→ Task details:
Select and reproduce each line of the listing below that bears the string "lineWidth".

....

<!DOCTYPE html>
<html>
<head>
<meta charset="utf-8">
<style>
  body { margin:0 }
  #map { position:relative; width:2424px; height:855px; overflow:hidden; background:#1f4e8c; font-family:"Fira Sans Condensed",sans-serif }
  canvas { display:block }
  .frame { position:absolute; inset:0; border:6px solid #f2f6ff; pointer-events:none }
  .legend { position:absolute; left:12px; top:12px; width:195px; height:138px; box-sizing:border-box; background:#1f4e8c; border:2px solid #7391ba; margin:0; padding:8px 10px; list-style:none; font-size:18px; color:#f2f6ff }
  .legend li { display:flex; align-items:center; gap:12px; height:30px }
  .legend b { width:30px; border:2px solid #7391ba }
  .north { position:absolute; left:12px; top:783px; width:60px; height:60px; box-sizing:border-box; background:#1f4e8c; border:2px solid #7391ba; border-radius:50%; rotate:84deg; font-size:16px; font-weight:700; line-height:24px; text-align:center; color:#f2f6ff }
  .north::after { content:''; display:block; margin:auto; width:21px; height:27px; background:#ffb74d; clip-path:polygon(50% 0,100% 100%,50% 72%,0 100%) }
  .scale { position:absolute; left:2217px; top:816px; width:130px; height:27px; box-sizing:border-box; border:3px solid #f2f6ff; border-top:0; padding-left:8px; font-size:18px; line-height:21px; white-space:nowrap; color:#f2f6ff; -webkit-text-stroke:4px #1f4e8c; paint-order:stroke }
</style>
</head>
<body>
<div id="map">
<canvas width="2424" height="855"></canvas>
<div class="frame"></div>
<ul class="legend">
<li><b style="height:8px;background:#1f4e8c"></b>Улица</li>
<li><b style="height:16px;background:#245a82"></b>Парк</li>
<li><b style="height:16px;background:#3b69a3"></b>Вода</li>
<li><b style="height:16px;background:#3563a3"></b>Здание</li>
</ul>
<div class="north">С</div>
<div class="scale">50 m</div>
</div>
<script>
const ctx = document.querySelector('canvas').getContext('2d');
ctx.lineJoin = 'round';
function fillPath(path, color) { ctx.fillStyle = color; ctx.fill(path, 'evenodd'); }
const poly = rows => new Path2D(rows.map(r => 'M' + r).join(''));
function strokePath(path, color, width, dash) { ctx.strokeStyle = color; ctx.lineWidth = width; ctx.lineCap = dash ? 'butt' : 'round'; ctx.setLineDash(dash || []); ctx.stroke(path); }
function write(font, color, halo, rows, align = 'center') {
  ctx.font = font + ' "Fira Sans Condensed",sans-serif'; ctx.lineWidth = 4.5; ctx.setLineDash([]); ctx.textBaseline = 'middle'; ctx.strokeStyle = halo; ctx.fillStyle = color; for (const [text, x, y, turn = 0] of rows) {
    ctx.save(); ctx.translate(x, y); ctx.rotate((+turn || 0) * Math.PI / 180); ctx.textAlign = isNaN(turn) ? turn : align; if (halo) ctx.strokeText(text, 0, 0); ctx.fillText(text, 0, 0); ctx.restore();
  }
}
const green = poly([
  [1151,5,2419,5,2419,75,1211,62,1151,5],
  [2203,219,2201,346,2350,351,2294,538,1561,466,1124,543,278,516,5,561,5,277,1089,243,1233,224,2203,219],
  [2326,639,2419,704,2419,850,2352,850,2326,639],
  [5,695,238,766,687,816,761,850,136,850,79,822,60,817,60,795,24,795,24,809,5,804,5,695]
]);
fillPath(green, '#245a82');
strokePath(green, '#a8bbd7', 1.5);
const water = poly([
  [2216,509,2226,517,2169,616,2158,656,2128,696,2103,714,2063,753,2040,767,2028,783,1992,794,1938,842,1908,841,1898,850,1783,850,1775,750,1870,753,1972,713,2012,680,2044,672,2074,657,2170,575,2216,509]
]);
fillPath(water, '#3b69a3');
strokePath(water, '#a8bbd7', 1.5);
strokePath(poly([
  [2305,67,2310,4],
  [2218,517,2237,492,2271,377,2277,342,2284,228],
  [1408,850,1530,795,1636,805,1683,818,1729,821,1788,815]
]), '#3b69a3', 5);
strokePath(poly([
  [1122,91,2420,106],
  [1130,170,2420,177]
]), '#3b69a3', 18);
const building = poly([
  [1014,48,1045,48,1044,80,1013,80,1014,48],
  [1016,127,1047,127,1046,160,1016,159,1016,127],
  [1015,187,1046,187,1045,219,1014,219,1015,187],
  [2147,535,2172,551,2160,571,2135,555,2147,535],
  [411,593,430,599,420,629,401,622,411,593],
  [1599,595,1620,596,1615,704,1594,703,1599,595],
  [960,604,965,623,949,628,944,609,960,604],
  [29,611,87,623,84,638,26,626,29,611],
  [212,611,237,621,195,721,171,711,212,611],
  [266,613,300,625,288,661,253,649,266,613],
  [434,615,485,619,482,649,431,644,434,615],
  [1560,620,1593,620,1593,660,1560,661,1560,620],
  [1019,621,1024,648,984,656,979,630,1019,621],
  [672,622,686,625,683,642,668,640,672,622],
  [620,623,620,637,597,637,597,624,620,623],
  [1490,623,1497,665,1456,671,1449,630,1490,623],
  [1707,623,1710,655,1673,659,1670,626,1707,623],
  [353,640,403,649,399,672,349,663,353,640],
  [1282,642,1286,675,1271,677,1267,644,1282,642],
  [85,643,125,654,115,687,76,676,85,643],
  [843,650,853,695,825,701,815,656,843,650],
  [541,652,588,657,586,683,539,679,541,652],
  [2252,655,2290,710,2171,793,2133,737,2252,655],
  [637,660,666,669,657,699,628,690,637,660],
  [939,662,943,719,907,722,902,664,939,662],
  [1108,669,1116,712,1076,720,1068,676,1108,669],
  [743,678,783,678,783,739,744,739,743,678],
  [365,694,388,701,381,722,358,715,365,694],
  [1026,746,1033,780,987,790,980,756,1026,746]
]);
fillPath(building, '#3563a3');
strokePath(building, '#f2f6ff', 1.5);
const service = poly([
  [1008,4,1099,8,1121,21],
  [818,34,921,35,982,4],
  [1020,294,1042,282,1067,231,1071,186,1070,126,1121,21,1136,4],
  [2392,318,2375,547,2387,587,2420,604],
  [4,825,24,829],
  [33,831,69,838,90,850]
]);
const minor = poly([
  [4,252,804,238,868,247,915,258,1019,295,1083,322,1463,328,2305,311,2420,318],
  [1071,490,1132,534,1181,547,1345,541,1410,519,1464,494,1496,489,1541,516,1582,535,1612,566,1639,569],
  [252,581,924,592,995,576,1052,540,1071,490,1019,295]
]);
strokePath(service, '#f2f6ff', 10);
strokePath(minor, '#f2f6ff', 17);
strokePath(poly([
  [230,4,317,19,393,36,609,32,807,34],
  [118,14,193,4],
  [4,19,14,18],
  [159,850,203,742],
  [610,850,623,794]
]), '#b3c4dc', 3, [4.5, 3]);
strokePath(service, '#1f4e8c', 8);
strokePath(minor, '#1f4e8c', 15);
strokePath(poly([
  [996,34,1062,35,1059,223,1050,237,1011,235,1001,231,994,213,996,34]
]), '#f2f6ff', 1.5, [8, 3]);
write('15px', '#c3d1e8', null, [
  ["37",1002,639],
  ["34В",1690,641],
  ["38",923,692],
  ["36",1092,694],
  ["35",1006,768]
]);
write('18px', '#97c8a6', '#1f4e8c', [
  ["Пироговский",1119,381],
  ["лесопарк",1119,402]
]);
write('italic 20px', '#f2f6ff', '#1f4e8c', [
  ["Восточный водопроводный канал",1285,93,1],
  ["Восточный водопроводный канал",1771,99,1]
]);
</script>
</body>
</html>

....

→ Answer space:
function strokePath(path, color, width, dash) { ctx.strokeStyle = color; ctx.lineWidth = width; ctx.lineCap = dash ? 'butt' : 'round'; ctx.setLineDash(dash || []); ctx.stroke(path); }
  ctx.font = font + ' "Fira Sans Condensed",sans-serif'; ctx.lineWidth = 4.5; ctx.setLineDash([]); ctx.textBaseline = 'middle'; ctx.strokeStyle = halo; ctx.fillStyle = color; for (const [text, x, y, turn = 0] of rows) {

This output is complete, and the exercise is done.